She felt tears spark in her eyes. She expected mother to do something like this, she always knew that Sansa was her favourite. Sansa did everything mother told her to do without any questions, but Arya always questioned. She wasn't going to do something without knowing why, and how it would benefit her—that was just who she was. But she never in all the world thought her father would agree to this! She was her father's little girl, she always had been. 'Da' had been her first word.
A suppressed sob shook her frame; she didn't want to cry, but every time she thought of the disappointment that shone in her father's eyes, she felt broken inside. She knew that she wasn't the easiest person to get along with. She was quick to anger, her emotions ran deep inside her heart, and that was what usually controlled her actions. It was part of the reason why she'd been suspended three times, in the one and a half years that she'd been in high school. She never backed from a fight. That was why she seemed to be lax on friends. She was the outcast tomboy with a short fuse. She hated all those self-important little bitches at school who thought they were better than her, just like Sansa. She had hit Sansa for real a few times, when the girl opened bloody her mouth and went too far, but she'd held back as she reminded herself that Sansa was still her sister, and that had to count for something. Though she was rough with Bran on occasion when he'd been listening to Sansa, she never actually hurt him, but she still had to show him who the older sibling was in this relationship.
She didn't move where she lay. It was Sunday so she didn't have to go to school, and she was going to keep to her word. She was going to speak neither to father or mother. See how they liked it.
She never used to be this bad. But that was back when Jon and Robb were still at home. Robb had always been quick to laugh and smile. Jon was quiet and contemplative. And Arya was brash and never afraid to voice her opinion. The three had levelled each other out; Robb learned to take things more seriously, Jon learned that sometimes thinking to much about things made it worse, and Arya had learned when to keep her mouth shut, rein in her hot emotions, and think before she reacted. But when the two boys left for college, she became reckless again, brash, and aggressive—resorting to physical contact. She started to drink, even though it tasted gross, the same went with smoking—and then came the boys…

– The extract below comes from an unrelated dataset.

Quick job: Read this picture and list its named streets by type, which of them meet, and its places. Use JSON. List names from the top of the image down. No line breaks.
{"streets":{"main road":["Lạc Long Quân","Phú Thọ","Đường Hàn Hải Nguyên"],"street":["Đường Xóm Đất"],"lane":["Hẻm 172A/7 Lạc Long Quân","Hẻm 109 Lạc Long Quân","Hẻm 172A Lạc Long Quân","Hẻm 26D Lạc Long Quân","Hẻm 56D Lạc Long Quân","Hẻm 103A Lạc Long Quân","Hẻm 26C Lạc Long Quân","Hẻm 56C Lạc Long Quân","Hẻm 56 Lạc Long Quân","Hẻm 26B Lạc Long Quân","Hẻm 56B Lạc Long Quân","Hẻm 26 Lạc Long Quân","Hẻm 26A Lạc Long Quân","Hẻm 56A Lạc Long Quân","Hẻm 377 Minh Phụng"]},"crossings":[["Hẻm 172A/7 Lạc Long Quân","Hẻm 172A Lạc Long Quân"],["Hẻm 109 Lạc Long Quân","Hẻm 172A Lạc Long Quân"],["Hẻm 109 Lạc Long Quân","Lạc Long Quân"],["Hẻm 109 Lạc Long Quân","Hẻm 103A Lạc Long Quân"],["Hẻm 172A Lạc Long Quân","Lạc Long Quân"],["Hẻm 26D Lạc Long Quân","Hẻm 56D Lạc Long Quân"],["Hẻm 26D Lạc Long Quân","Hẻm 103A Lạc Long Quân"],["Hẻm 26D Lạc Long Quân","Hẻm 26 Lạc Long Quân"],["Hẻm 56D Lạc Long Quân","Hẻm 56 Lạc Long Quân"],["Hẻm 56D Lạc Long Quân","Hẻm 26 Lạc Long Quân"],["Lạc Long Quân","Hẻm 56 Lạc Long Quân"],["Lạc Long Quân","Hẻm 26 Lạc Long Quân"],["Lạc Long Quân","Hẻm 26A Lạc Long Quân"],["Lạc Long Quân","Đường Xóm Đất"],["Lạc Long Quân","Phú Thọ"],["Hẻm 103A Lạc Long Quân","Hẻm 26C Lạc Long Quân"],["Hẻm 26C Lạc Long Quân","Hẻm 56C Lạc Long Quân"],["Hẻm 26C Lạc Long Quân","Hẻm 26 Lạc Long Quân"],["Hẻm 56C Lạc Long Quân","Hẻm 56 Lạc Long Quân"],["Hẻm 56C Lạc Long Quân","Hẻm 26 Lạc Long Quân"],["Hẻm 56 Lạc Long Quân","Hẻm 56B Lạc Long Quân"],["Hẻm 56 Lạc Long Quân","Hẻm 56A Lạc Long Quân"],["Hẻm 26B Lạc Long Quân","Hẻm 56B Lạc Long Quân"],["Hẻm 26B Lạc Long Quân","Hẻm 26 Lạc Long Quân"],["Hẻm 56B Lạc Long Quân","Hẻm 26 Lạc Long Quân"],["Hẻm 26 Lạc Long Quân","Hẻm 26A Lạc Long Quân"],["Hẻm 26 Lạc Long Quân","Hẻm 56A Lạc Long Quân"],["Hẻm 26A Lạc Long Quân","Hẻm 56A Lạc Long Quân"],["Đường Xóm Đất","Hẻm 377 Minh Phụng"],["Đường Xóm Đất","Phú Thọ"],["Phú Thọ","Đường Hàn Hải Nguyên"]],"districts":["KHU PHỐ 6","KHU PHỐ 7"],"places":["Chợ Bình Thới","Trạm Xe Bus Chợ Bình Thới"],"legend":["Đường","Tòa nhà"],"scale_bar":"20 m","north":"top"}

Now that Robb and Jon were away, no one understood her. Not even her father, who's sister had been very similar. She was alone in the world, and the one thing that she had only really ever known, her home, was being taken away from her.
She drew the blanket over her head, throwing herself into darkness. It didn't matter that it was hard to breath, and even harder when she started to cry, she should get used to it, because this was what it was going to feel like from now on.
Come Monday morning, Arya was showered, dressed, and wore a deadpan expression as she went down stairs to the dinning room. Her long hair was bound tightly in a high pony, her grey eyes framed in black eyeliner and mascara—just about the only makeup she wore. She wore a pair of tight, worn blue jeans, a studded belt, and a red Walking Dead t-shirt marked with bloody handprints. Sansa, Bran and Rickon were already at the table eating breakfast, father would be getting off to work before they left for the bus, and mother was probably tidying the kitchen.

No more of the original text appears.